Más de un año después del fallo de la Jueza Teresita Inés Ferreyra, titular del Juzgado Civil y Comercial N° 2 de Gualeguay, contra la familia de Luis Domínguez por usurpación de tierras en la isla Las Lechiguanas, la empresa Deltagro S. A. apareció con su abogado Marcelo Sánchez a la cabeza para hacer efectivo el desalojo.
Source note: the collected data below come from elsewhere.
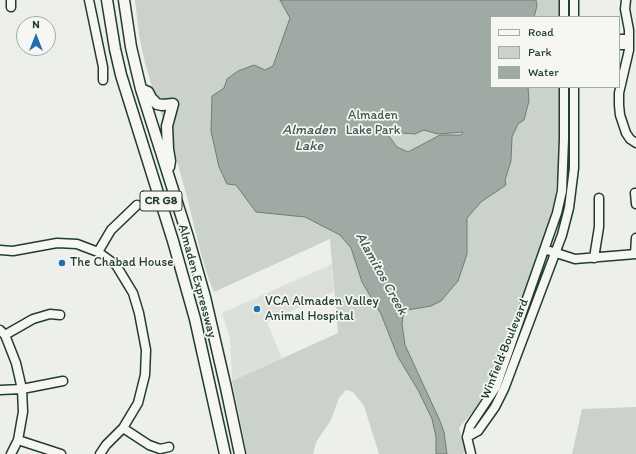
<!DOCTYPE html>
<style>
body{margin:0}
#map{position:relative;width:636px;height:454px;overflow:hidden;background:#edefea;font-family:Itim,sans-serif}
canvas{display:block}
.legend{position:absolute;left:490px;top:16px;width:130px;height:72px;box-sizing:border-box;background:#f6f6f2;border:1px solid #a0aca6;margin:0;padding:5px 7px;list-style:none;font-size:12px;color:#1f3d34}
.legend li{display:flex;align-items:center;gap:8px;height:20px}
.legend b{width:20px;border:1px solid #a0aca6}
.north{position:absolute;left:16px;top:16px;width:40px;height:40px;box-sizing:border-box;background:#f6f6f2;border:1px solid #a0aca6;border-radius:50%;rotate:0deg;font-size:11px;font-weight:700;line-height:16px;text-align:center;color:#1f3d34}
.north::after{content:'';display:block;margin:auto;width:14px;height:18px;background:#1f6fb2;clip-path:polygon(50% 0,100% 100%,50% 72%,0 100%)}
</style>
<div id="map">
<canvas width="636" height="454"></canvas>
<ul class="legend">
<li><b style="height:5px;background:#f6f6f2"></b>Road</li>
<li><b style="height:11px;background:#cbd2cc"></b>Park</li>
<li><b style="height:11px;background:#9faaa4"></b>Water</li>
</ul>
<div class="north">N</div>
</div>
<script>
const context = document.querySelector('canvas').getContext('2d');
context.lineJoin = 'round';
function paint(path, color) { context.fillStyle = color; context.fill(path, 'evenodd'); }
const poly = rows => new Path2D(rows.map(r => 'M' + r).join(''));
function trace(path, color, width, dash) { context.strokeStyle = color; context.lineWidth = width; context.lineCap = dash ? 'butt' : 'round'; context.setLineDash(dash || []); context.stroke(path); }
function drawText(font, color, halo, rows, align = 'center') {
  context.font = font + ' Itim,sans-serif'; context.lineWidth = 3.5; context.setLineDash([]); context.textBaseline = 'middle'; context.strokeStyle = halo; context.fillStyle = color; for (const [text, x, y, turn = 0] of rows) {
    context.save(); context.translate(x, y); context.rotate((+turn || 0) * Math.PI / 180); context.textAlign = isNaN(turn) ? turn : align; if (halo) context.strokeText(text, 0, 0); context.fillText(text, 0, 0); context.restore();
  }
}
paint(poly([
 [332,264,334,292,267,322,282,358,232,381,230,339,222,313]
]), '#dce0db');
paint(poly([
 [135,0,559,0,559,17,491,17,491,87,559,87,559,160,555,198,547,231,488,387,475,409,459,428,466,452,462,454,379,454,364,406,353,392,346,390,339,398,331,420,316,442,313,454,247,454,232,381,338,333,330,239,214,292,209,280,201,254,188,201,171,139,155,97,145,63,139,35],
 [636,407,636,454,572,454,582,409]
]), '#cbd2cc');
const water = poly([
 [280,0,536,0,537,6,534,17,491,17,491,87,528,87,529,101,524,120,518,124,512,137,511,161,505,180,506,185,481,202,467,218,467,254,458,281,441,301,431,306,407,310,403,316,402,324,405,345,440,421,444,432,447,454,436,454,436,437,432,419,418,390,398,357,381,314,362,282,351,248,340,235,305,217,256,212,236,185,227,184,219,167,211,131,212,96,224,88,227,79,238,71,254,65,265,70,273,66,290,18,280,0],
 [424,130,438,134,463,132,461,135,440,135,408,152,397,147,388,135,389,132,415,134,424,130]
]);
paint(water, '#9faaa4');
trace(water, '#6c7e77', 1);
const minor = poly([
 [89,0,103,67,103,80],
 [564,0,564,17],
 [626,0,625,9,629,30,629,50,619,93,619,105,620,115,626,133,630,139,636,143],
 [11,7,11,0],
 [574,17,574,0],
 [619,39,629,39],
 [619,45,629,45],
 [635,193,636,204],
 [0,250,13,251,57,243,77,244,98,252,116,265,133,293,139,313,146,350,145,375,138,403,123,428,106,445,100,454],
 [550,251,575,259,636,254],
 [98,252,111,230,137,205],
 [635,254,636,238],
 [594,258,599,227,599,198],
 [0,330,5,335,16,363,22,389,23,412,18,440,11,454],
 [5,335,33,319,50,314,60,315],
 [0,390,22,389,63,381],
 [123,428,149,445,160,449,169,447],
 [467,437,478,431,495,407,504,389,562,235,569,208,574,168,574,87],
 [18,440,61,454],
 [471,454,467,437,470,426,496,387,557,213,562,191,564,139,564,87]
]);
const major = poly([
 [107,0,115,49,121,75,173,241,195,319,225,454],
 [124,0,131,47,141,89,188,237,205,297,226,388,240,454],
 [141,89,148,92,151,98,157,104,162,105,173,104,167,126,168,149,170,161,169,167]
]);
trace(minor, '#1f3d34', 11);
trace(major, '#1f3d34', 13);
trace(minor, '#f6f6f2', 8);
trace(major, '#f6f6f2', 10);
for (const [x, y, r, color] of [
 [62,263,4,"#1f6fb2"],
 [257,309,4,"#1f6fb2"]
]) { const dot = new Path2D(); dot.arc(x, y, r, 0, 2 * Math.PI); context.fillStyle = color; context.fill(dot); trace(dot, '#f6f6f2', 1.5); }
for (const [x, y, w] of [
 [161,201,42]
]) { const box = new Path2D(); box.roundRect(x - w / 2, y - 10, w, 20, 3); context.fillStyle = '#f6f6f2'; context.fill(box); trace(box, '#1f3d34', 1); }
drawText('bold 12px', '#1f3d34', null, [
 ["CR G8",161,201]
]);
drawText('13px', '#415b52', '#f6f6f2', [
 ["Almaden",373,116],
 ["Lake Park",373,131]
]);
drawText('13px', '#1f3d34', '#f6f6f2', [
 ["The Chabad House",70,263],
 ["VCA Almaden Valley",265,302],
 ["Animal Hospital",265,317]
], 'left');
drawText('13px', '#1f3d34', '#f6f6f2', [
 ["Almaden Expressway",197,281,75],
 ["Winfield Boulevard",505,349,-68]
]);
drawText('italic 14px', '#3f5850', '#f6f6f2', [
 ["Almaden",309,130],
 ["Lake",309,146],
 ["Alamitos Creek",381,274,61]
]);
</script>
Domínguez relató a La Opinión que el abogado llegó a la isla donde su esposa nació y se crió y donde ellos ahora crían animales como emprendimiento familiar, acompañado por un oficial de Justicia que fue a cumplimentar el desalojo, policía de Entre Ríos y empleados de la empresa de los Gualtieri, que firmó comodatos con muchos de los habitantes originarios de la isla, que en muchos casos no sabían que ese “papelito” era ni más ni menos que aceptar que la propiedad era de otros.
Desalojar para arrendar
“Vinieron el viernes, con ametralladoras y todo, sacaron las cosas de prepo, después de romper el candado de la puerta”, contó Domínguez y agregó: “En ese momento estaban mi hijo y el cuidador, que me llamaron. Nos sacaron todos los comestibles de la cocina y los pusieron en un tinglado que hay a un costado”.
El productor ganadero logró detener el alzamiento. Antes de irse, Sánchez y el oficial de Justicia le advirtieron que en diez días deberá haber sacado todas sus cosas de la isla: corrales, animales, un tractor, una casa de material, instalaciones eléctricas y sanitarias, entre otras cosas.
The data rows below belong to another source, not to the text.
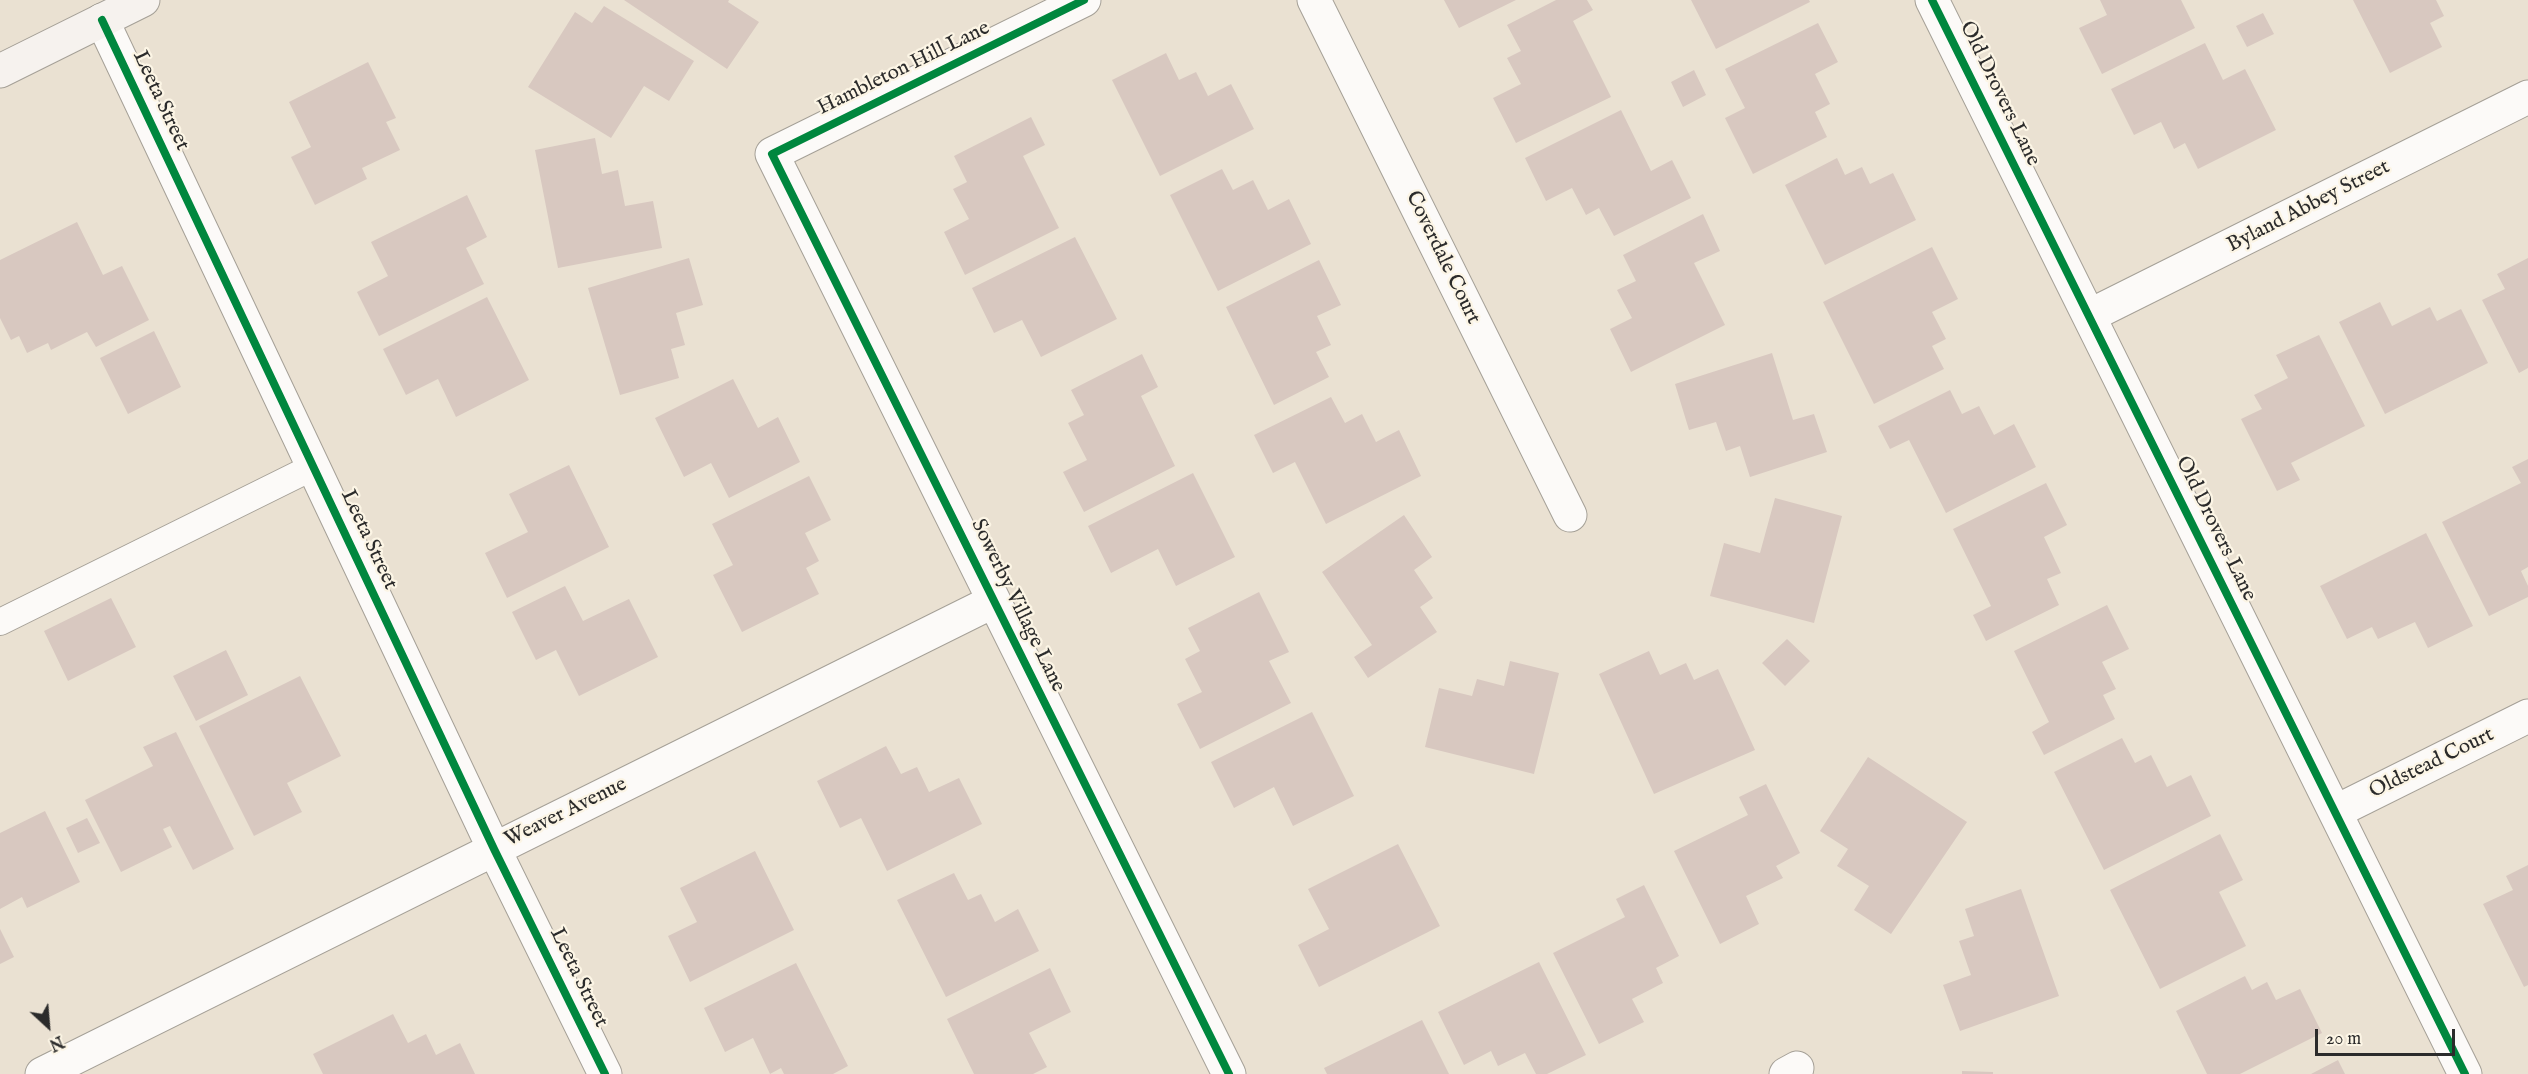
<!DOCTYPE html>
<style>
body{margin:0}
#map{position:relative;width:2528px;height:1074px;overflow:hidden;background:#eae1d2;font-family:"IM FELL English",serif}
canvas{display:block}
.north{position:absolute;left:18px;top:996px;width:60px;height:60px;-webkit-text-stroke:4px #fcf5e5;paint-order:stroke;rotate:154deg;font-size:16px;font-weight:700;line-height:24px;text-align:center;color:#2b2b2b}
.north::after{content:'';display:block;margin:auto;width:21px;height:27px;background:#2b2b2b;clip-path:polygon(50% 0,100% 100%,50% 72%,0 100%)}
.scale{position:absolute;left:2315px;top:1029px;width:140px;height:27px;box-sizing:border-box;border:3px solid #2b2b2b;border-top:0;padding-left:8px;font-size:18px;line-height:21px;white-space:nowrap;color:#2b2b2b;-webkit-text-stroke:4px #fcf5e5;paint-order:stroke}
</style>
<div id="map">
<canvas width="2528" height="1074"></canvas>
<div class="north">N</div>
<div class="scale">20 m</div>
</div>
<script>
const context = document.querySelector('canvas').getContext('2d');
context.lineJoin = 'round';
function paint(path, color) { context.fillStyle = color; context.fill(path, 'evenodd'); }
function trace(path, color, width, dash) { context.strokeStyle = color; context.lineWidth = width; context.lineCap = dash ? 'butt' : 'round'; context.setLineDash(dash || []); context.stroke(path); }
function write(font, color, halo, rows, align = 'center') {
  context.font = font + ' "IM FELL English",serif'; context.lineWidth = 4.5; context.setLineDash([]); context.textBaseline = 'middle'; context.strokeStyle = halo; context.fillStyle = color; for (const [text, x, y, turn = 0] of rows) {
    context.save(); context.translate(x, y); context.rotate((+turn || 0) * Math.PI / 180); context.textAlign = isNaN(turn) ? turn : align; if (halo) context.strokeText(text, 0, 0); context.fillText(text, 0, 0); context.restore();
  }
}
paint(new Path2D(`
 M 624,0 L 729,0 L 728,2 L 759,22 L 727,69 Z
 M 1444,0 L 1516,0 L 1459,28 Z
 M 1556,0 L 1587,0 L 1593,10 L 1573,21 L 1611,97 L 1516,143 L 1493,98 L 1521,84 L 1507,58 L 1521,51 L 1507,25 Z
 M 1691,0 L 1809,0 L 1810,2 L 1716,49 Z
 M 2100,0 L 2181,0 L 2195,28 L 2102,74 L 2079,28 L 2107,15 Z
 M 2353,0 L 2436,0 L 2444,16 L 2430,23 L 2442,47 L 2390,73 Z
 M 604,6 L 694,61 L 669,101 L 644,86 L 611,138 L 528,87 L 575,12 L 592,23 Z
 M 2263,13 L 2274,34 L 2247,47 L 2236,26 Z
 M 1818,23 L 1838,62 L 1815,74 L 1830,104 L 1815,112 L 1827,137 L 1753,174 L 1725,118 L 1745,108 L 1725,69 Z
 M 2205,43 L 2223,80 L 2245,69 L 2276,130 L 2198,169 L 2185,143 L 2174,149 L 2161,122 L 2134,135 L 2111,89 Z
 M 1166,53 L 1179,80 L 1196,72 L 1208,96 L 1231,84 L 1254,129 L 1160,176 L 1112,80 Z
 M 368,62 L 396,118 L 386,122 L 400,150 L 362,168 L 367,179 L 315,205 L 291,157 L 311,147 L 289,102 Z
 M 1694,70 L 1706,95 L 1683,107 L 1671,82 Z
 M 1621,110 L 1651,171 L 1672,160 L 1691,198 L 1614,236 L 1599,208 L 1586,215 L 1572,188 L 1546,201 L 1525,158 Z
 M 1031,117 L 1045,145 L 1023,156 L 1059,228 L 965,275 L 944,232 L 969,219 L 953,189 L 967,182 L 954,156 Z
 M 595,138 L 602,174 L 618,170 L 625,206 L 653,201 L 662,248 L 558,268 L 535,150 Z
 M 1837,158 L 1845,175 L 1862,167 L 1870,184 L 1893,173 L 1916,220 L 1825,265 L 1785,185 Z
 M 1222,169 L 1233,190 L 1253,180 L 1268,210 L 1289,199 L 1311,244 L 1218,291 L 1170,195 Z
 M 467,195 L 487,237 L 466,248 L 484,284 L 379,336 L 357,292 L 388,276 L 371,242 Z
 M 1703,214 L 1720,251 L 1694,263 L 1725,325 L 1631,372 L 1610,329 L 1632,318 L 1617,290 L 1636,281 L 1623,255 Z
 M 77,222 L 103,275 L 122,266 L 149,320 L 96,347 L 87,332 L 51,350 L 48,343 L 27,353 L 19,336 L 11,340 L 0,318 L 0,260 Z
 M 1075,237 L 1117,319 L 1041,357 L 1022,320 L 994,333 L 972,288 Z
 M 1932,247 L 1958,299 L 1932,312 L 1946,339 L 1932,346 L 1944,369 L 1874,404 L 1823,302 Z
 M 689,258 L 703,305 L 676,313 L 685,345 L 671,349 L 679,378 L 620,395 L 588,288 Z
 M 2528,258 L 2528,368 L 2519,373 L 2482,300 L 2505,289 L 2497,274 Z
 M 1319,260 L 1341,305 L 1317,316 L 1331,345 L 1316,352 L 1329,377 L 1274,405 L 1226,307 Z
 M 487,297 L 529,380 L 456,417 L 438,379 L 406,395 L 383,349 Z
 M 2380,302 L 2392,326 L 2430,307 L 2437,321 L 2461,309 L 2488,363 L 2385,414 L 2339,322 Z
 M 154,331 L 181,387 L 128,414 L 100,358 Z
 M 2319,335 L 2365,426 L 2291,463 L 2300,480 L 2277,491 L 2241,419 L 2262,409 L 2254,395 L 2288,378 L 2276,355 Z
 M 1772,353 L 1793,420 L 1814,414 L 1827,452 L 1750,477 L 1740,446 L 1726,451 L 1716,422 L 1689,430 L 1675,384 Z
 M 1142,354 L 1158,387 L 1141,396 L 1175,466 L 1084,512 L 1063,472 L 1087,460 L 1068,423 L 1084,415 L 1071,390 Z
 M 733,379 L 758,428 L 778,417 L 800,462 L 729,498 L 711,463 L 684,477 L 655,418 Z
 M 1950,390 L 1962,414 L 1979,406 L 1994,435 L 2014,424 L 2036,467 L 1946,513 L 1909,440 L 1890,449 L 1878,426 Z
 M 1331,397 L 1345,423 L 1362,414 L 1376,442 L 1399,430 L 1421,476 L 1326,524 L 1295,462 L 1273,473 L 1254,435 Z
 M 2528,459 L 2528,567 L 2521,571 L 2528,586 L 2528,597 L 2489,616 L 2442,522 L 2521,483 L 2512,467 Z
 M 569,465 L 609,547 L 507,598 L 485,553 L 528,532 L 509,494 Z
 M 1193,473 L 1235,557 L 1176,586 L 1158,549 L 1111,573 L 1088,526 Z
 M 809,476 L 831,520 L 805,533 L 819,561 L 806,568 L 819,594 L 742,632 L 713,575 L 733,565 L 712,524 Z
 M 2046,483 L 2067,525 L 2044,537 L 2061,573 L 2047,579 L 2059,605 L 1986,641 L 1973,615 L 1991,606 L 1953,529 Z
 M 1775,498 L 1842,516 L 1814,623 L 1710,596 L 1724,543 L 1760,553 Z
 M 1404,515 L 1432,557 L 1414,570 L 1433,598 L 1420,607 L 1437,632 L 1368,678 L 1354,657 L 1372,645 L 1322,572 Z
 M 2426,533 L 2473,626 L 2428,648 L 2415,622 L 2378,639 L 2372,627 L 2347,639 L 2320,586 Z
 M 565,586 L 583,621 L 629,599 L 658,657 L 579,696 L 556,650 L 536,660 L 512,612 Z
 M 1259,592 L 1289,652 L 1269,661 L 1291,703 L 1200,749 L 1177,704 L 1202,692 L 1185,659 L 1200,651 L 1188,628 Z
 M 111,598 L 136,647 L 68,681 L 44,631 Z
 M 2107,605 L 2129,649 L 2102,662 L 2116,689 L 2103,695 L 2115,719 L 2044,755 L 2032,732 L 2049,722 L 2014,651 Z
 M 1787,639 L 1810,661 L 1785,686 L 1762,663 Z
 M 226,650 L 248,695 L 196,721 L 173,676 Z
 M 1649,651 L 1660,675 L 1686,663 L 1694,680 L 1718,669 L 1755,750 L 1654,794 L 1599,674 Z
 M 1510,661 L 1559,673 L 1534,774 L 1425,747 L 1439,688 L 1472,696 L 1477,679 L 1504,686 Z
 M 300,676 L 341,756 L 287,783 L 302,812 L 254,836 L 199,726 Z
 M 1312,712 L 1354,796 L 1293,826 L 1274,787 L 1234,808 L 1211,762 Z
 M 176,732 L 234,849 L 193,870 L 170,826 L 163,829 L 172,847 L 121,872 L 85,800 L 153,766 L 143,747 Z
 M 2122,738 L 2135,763 L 2151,755 L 2167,787 L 2191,775 L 2211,816 L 2104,870 L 2054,772 Z
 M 886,746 L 901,774 L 917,767 L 929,792 L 959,778 L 982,824 L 887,871 L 861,818 L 840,828 L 817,781 Z
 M 1868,757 L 1967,822 L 1891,934 L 1854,910 L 1869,886 L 1837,866 L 1848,849 L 1820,831 Z
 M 1766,784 L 1800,853 L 1776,866 L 1783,878 L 1746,896 L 1759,924 L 1720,944 L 1674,851 L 1748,815 L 1739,797 Z
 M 45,811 L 80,882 L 27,908 L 22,897 L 0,909 L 0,833 Z
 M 87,818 L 100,843 L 78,853 L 66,828 Z
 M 2220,834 L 2243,880 L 2219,892 L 2246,946 L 2160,989 L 2110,890 Z
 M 1398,844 L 1440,926 L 1319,987 L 1298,945 L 1329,929 L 1308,889 Z
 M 755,851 L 794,930 L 690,982 L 668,936 L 697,922 L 680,888 Z
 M 2528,865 L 2528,985 L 2524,987 L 2483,904 L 2513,890 L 2506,876 Z
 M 954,873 L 968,900 L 981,894 L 995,922 L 1018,909 L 1039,951 L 946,997 L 897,900 Z
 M 1644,885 L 1679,956 L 1656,968 L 1663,983 L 1632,999 L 1644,1022 L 1599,1044 L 1553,953 L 1625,917 L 1616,899 Z
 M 2021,889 L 2059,996 L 1960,1031 L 1943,985 L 1971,975 L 1959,941 L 1974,936 L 1965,909 Z
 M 0,929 L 14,957 L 0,964 Z
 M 1539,962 L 1586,1055 L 1547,1074 L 1536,1074 L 1525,1053 L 1498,1066 L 1491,1051 L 1464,1065 L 1438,1012 Z
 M 796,963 L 848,1066 L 833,1074 L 784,1074 L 781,1068 L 770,1074 L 753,1038 L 725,1052 L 704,1008 Z
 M 1050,968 L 1071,1012 L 1029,1033 L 1047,1067 L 1033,1074 L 974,1074 L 947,1019 Z
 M 2245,976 L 2252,990 L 2267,982 L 2276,1000 L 2300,989 L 2322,1033 L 2240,1074 L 2207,1074 L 2176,1011 Z
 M 393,1014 L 408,1043 L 426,1034 L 436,1055 L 460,1043 L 475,1074 L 323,1074 L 313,1054 Z
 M 1422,1020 L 1449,1074 L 1327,1074 L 1324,1068 Z
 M 2338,1060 L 2345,1074 L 2311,1074 Z
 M 1962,1071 L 1993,1072 L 1993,1074 L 1962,1074 Z`), '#d8c8c0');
const service = new Path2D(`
 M 0,622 L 313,467`);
const minor = new Path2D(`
 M 1084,0 L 772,154 L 1229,1074
 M 1314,0 L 1570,515
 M 1932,0 L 2465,1074
 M 102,20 L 494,849 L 605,1074
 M 2089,316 L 2528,97
 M 2335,812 L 2528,716
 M 42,1074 L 994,601
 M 1786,1074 L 1797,1068`);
const secondary = new Path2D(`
 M 0,71 L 143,0`);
trace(service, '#a5a097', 28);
trace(minor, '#a5a097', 35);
trace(secondary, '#a5a097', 35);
trace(service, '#fcfaf8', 26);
trace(minor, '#fcfaf8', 33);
trace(secondary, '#f6f2ee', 33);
trace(new Path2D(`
 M 1084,0 L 772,154 L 1229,1074
 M 1932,0 L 2465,1074
 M 102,20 L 494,849 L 605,1074`), '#00873e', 8);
write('21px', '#2b2b2b', '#fcf5e5', [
 ["Hambleton Hill Lane",904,69,-26],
 ["Old Drovers Lane",1999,94,64],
 ["Leeta Street",160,101,65],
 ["Byland Abbey Street",2309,207,-27],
 ["Coverdale Court",1442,258,64],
 ["Old Drovers Lane",2215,529,64],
 ["Leeta Street",368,540,65],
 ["Sowerby Village Lane",1017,606,64],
 ["Oldstead Court",2432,764,-26],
 ["Weaver Avenue",566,813,-26],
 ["Leeta Street",578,978,64]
]);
</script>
Domínguez asegura que esta situación no sólo le sucede a él, sino que a todos los que están dentro de un radio que abarca 7 mil hectáreas, que Deltagro reclamó como propias en la Justicia y ganó, gracias a los comodatos firmados en algunos casos bajo coerción a habitantes originarios de islas, personas que lo único que deseaban era seguir trabajando tranquilos.
Sacar a todos
“Sánchez me dijo que iban a sacar a todos los que firmaron comodato”, aseguró Domínguez, quien llegó a enviarle una carta a la Presidenta de la Nación para contarle su situación. Desde el Gobierno nacional recibió respuesta: le dijeron que iban a pasar el caso a la jurisdicción correspondiente.
Esas 7 mil hectáreas en cuestión, donde están las 500 que ocupa la familia de Domínguez, fueron arrendadas por Deltagro al titular de un feed lot. El productor que será desalojado pidió incluso que se las alquilaran a él, sin éxito. Ahora les pidió un mes de plazo para ver qué hacer, aunque no obtuvo respuesta favorable, por lo que tiene diez días para accionar.
Luis Domínguez perdió el juicio por desalojo el año pasado. Producto de ello, les quedó debiendo 222.750 pesos en concepto de honorarios, todo por no querer firmar el comodato. Los abogados Marcelo Sánchez y Sergio Yacucci son sus acreedores. El primero defendió a Deltagro, el segundo al productor ganadero. A uno le debe 131.025 pesos y al otro 91.725.